What to produce
Restate the whole of the data below word for word, skipping the images.

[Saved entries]

+--

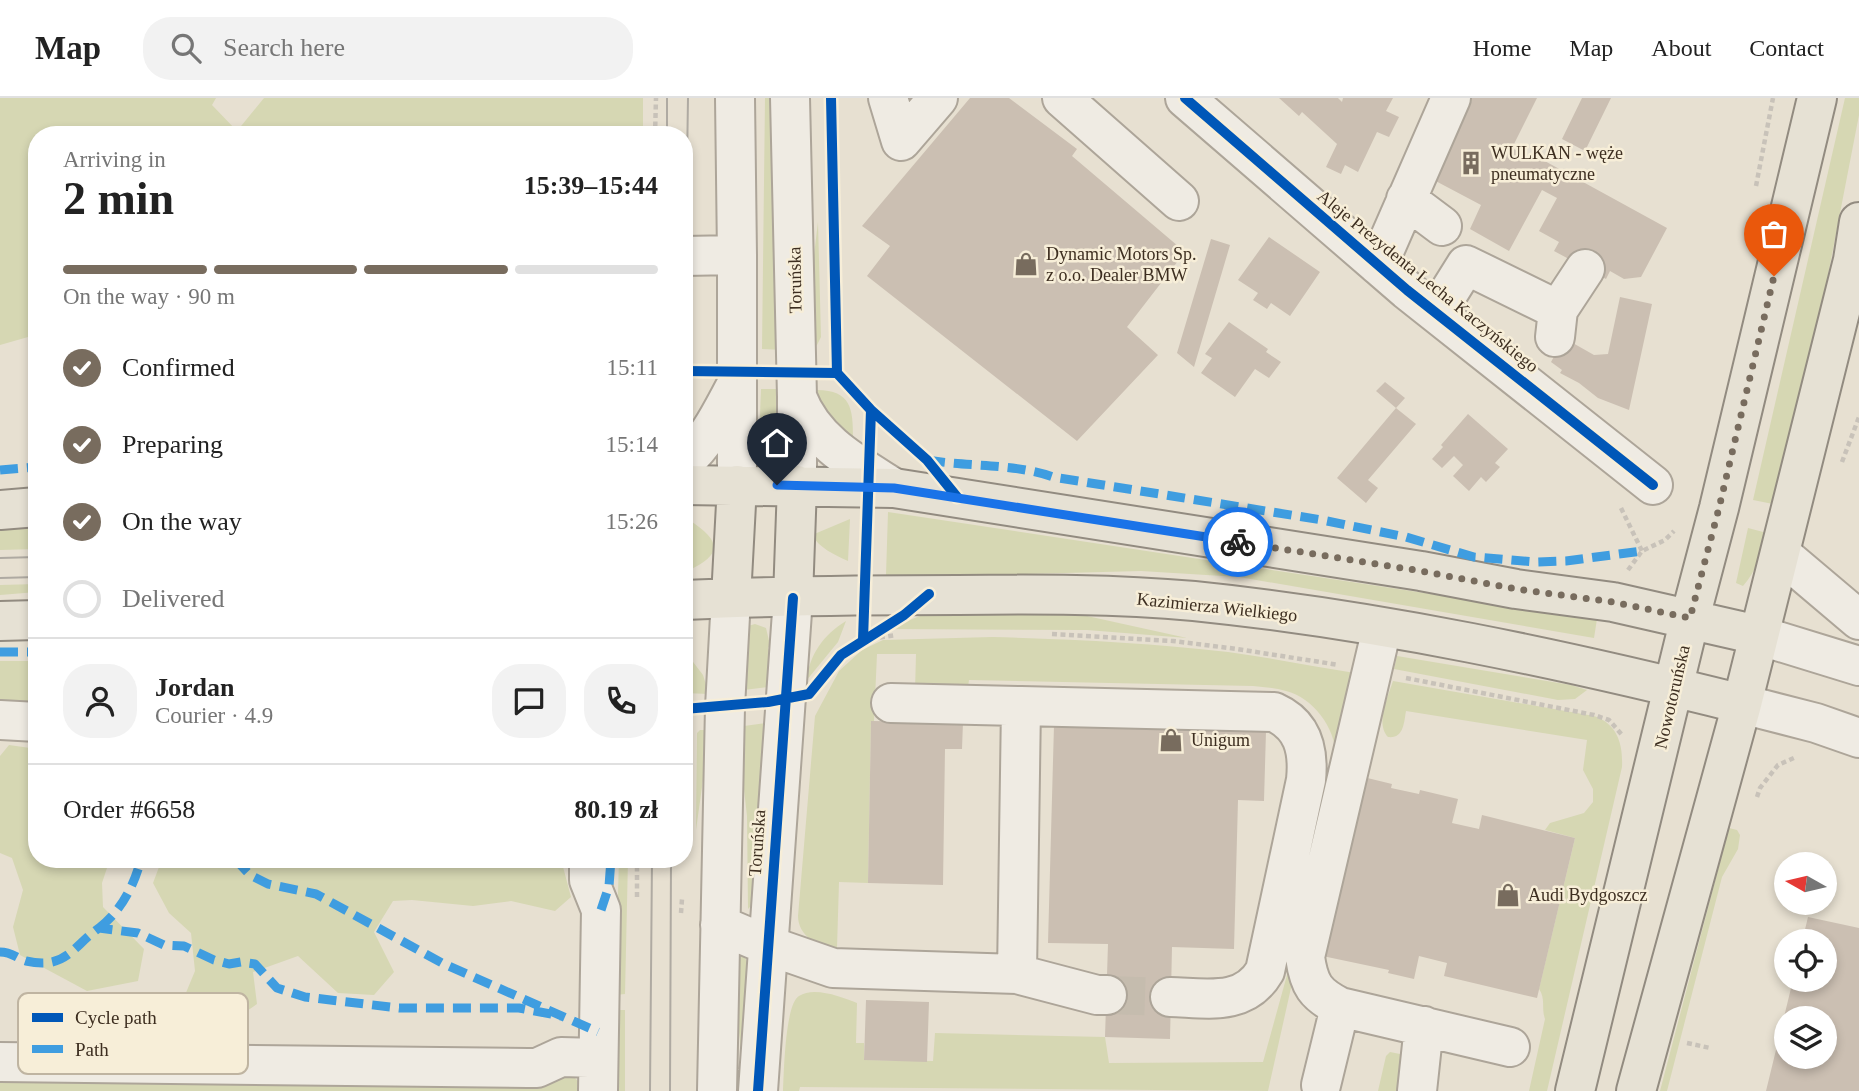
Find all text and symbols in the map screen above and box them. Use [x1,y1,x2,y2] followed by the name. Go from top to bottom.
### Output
[143,17,633,80] search box
[167,29,205,67] icon: search
[35,30,101,66] text: Map
[223,33,345,62] text: Search here
[1473,35,1531,61] text: Home
[1569,35,1613,61] text: Map
[1651,35,1711,61] text: About
[1749,35,1824,61] text: Contact
[1491,143,1623,184] place label: WULKAN - węże pneumatyczne
[63,147,166,172] text: Arriving in
[1457,149,1485,177] building icon: WULKAN - węże pneumatyczne
[524,171,658,200] text: 15:39–15:44
[63,173,174,224] text: 2 min
[1314,186,1542,376] street label: Aleje Prezydenta Lecha Kaczyńskiego
[1744,204,1804,276] pin
[1755,215,1793,253] icon: bag
[1046,244,1197,285] place label: Dynamic Motors Sp. z o.o. Dealer BMW
[784,246,806,314] street label: Toruńska
[1012,250,1040,278] shop icon: Dynamic Motors Sp. z o.o. Dealer BMW
[63,284,235,309] text: On the way · 90 m
[63,349,101,387] icon: check
[122,353,235,382] text: Confirmed
[606,355,658,380] text: 15:11
[747,413,807,485] pin
[758,424,796,462] icon: home
[63,426,101,464] icon: check
[122,430,223,459] text: Preparing
[606,432,658,457] text: 15:14
[63,503,101,541] icon: check
[122,507,242,536] text: On the way
[1203,507,1273,577] courier
[606,509,658,534] text: 15:26
[1219,523,1257,561] icon: bike
[122,584,225,613] text: Delivered
[1136,589,1298,625] street label: Kazimierza Wielkiego
[1650,643,1694,751] street label: Nowotoruńska
[63,664,137,738] button: person
[492,664,566,738] button: chat
[584,664,658,738] button: phone
[155,673,234,702] text: Jordan
[155,703,273,728] text: Courier · 4.9
[1157,726,1185,754] shop icon: Unigum
[1191,730,1250,750] place label: Unigum
[63,795,195,824] text: Order #6658
[574,795,658,824] text: 80.19 zł
[745,809,769,877] street label: Toruńska
[1774,852,1838,915] north arrow
[1774,852,1837,1069] map controls
[1494,881,1522,909] shop icon: Audi Bydgoszcz
[1528,885,1647,905] place label: Audi Bydgoszcz
[1774,929,1837,992] button: locate
[18,993,248,1074] legend
[1774,1006,1837,1069] button: layers
[75,1007,157,1028] text: Cycle path
[75,1039,109,1060] text: Path

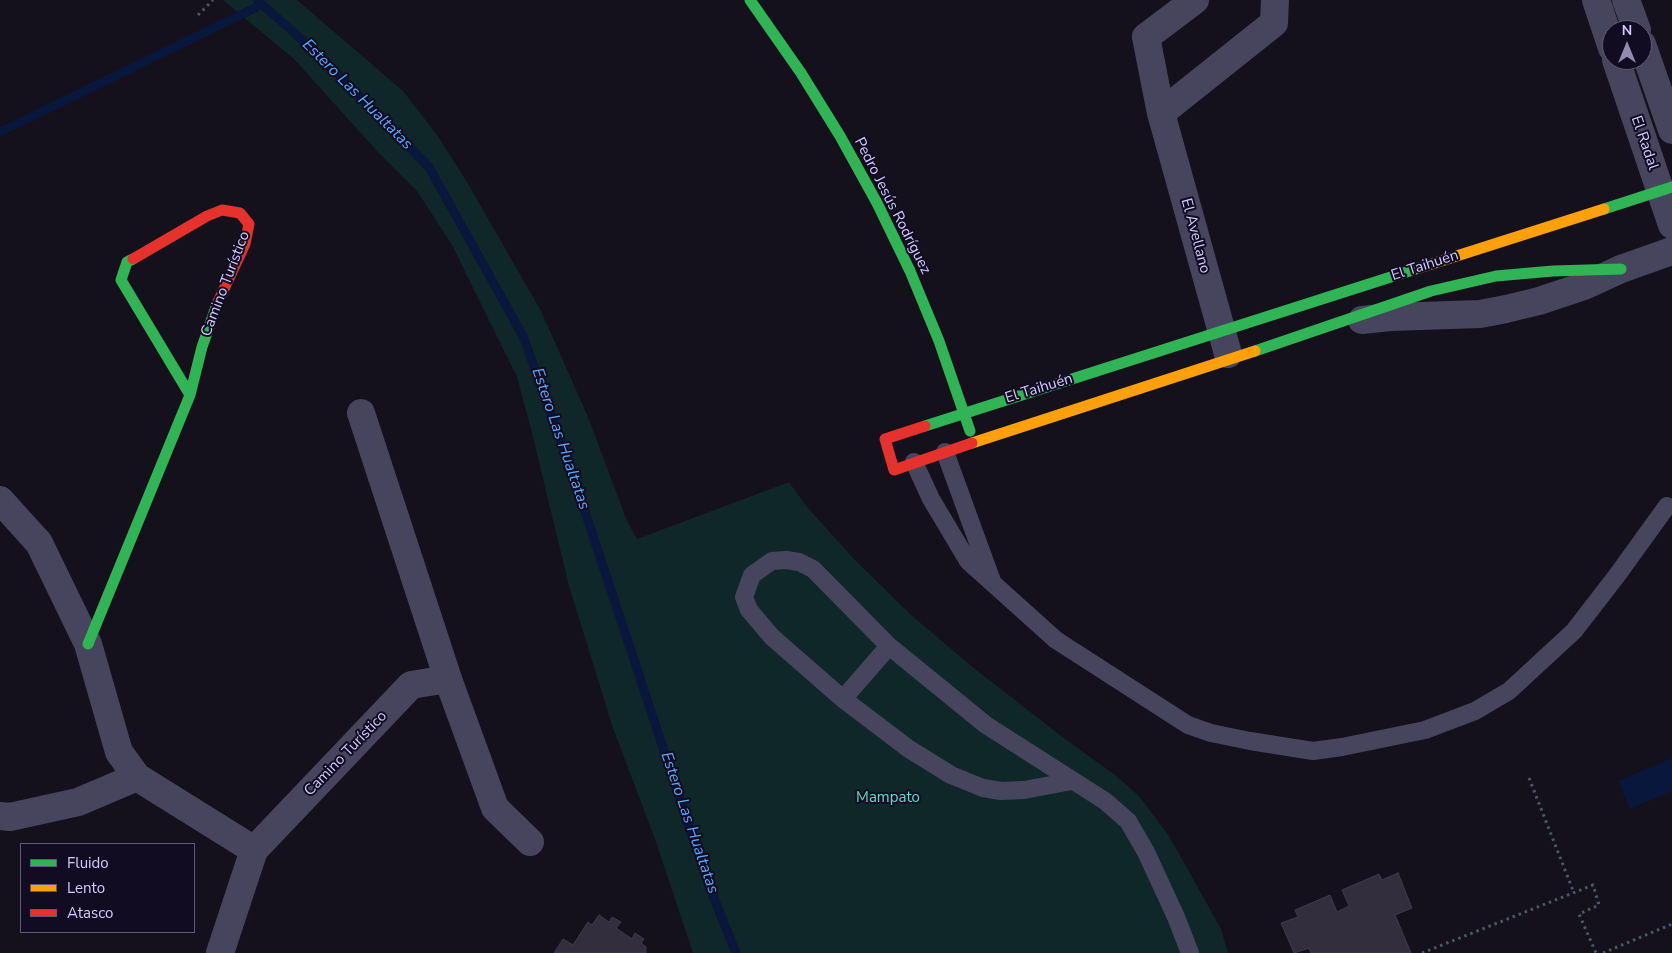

+--

The completed task
Find all text and symbols in the map screen above and box them. Use [x1,y1,x2,y2] followed by the name. Go from top to bottom.
### Output
[143,17,633,80] search box
[167,29,205,67] icon: search
[35,30,101,66] text: Map
[223,33,345,62] text: Search here
[1473,35,1531,61] text: Home
[1569,35,1613,61] text: Map
[1651,35,1711,61] text: About
[1749,35,1824,61] text: Contact
[1491,143,1623,184] place label: WULKAN - węże pneumatyczne
[63,147,166,172] text: Arriving in
[1457,149,1485,177] building icon: WULKAN - węże pneumatyczne
[524,171,658,200] text: 15:39–15:44
[63,173,174,224] text: 2 min
[1314,186,1542,376] street label: Aleje Prezydenta Lecha Kaczyńskiego
[1744,204,1804,276] pin
[1755,215,1793,253] icon: bag
[1046,244,1197,285] place label: Dynamic Motors Sp. z o.o. Dealer BMW
[784,246,806,314] street label: Toruńska
[1012,250,1040,278] shop icon: Dynamic Motors Sp. z o.o. Dealer BMW
[63,284,235,309] text: On the way · 90 m
[63,349,101,387] icon: check
[122,353,235,382] text: Confirmed
[606,355,658,380] text: 15:11
[747,413,807,485] pin
[758,424,796,462] icon: home
[63,426,101,464] icon: check
[122,430,223,459] text: Preparing
[606,432,658,457] text: 15:14
[63,503,101,541] icon: check
[122,507,242,536] text: On the way
[1203,507,1273,577] courier
[606,509,658,534] text: 15:26
[1219,523,1257,561] icon: bike
[122,584,225,613] text: Delivered
[1136,589,1298,625] street label: Kazimierza Wielkiego
[1650,643,1694,751] street label: Nowotoruńska
[63,664,137,738] button: person
[492,664,566,738] button: chat
[584,664,658,738] button: phone
[155,673,234,702] text: Jordan
[155,703,273,728] text: Courier · 4.9
[1157,726,1185,754] shop icon: Unigum
[1191,730,1250,750] place label: Unigum
[63,795,195,824] text: Order #6658
[574,795,658,824] text: 80.19 zł
[745,809,769,877] street label: Toruńska
[1774,852,1838,915] north arrow
[1774,852,1837,1069] map controls
[1494,881,1522,909] shop icon: Audi Bydgoszcz
[1528,885,1647,905] place label: Audi Bydgoszcz
[1774,929,1837,992] button: locate
[18,993,248,1074] legend
[1774,1006,1837,1069] button: layers
[75,1007,157,1028] text: Cycle path
[75,1039,109,1060] text: Path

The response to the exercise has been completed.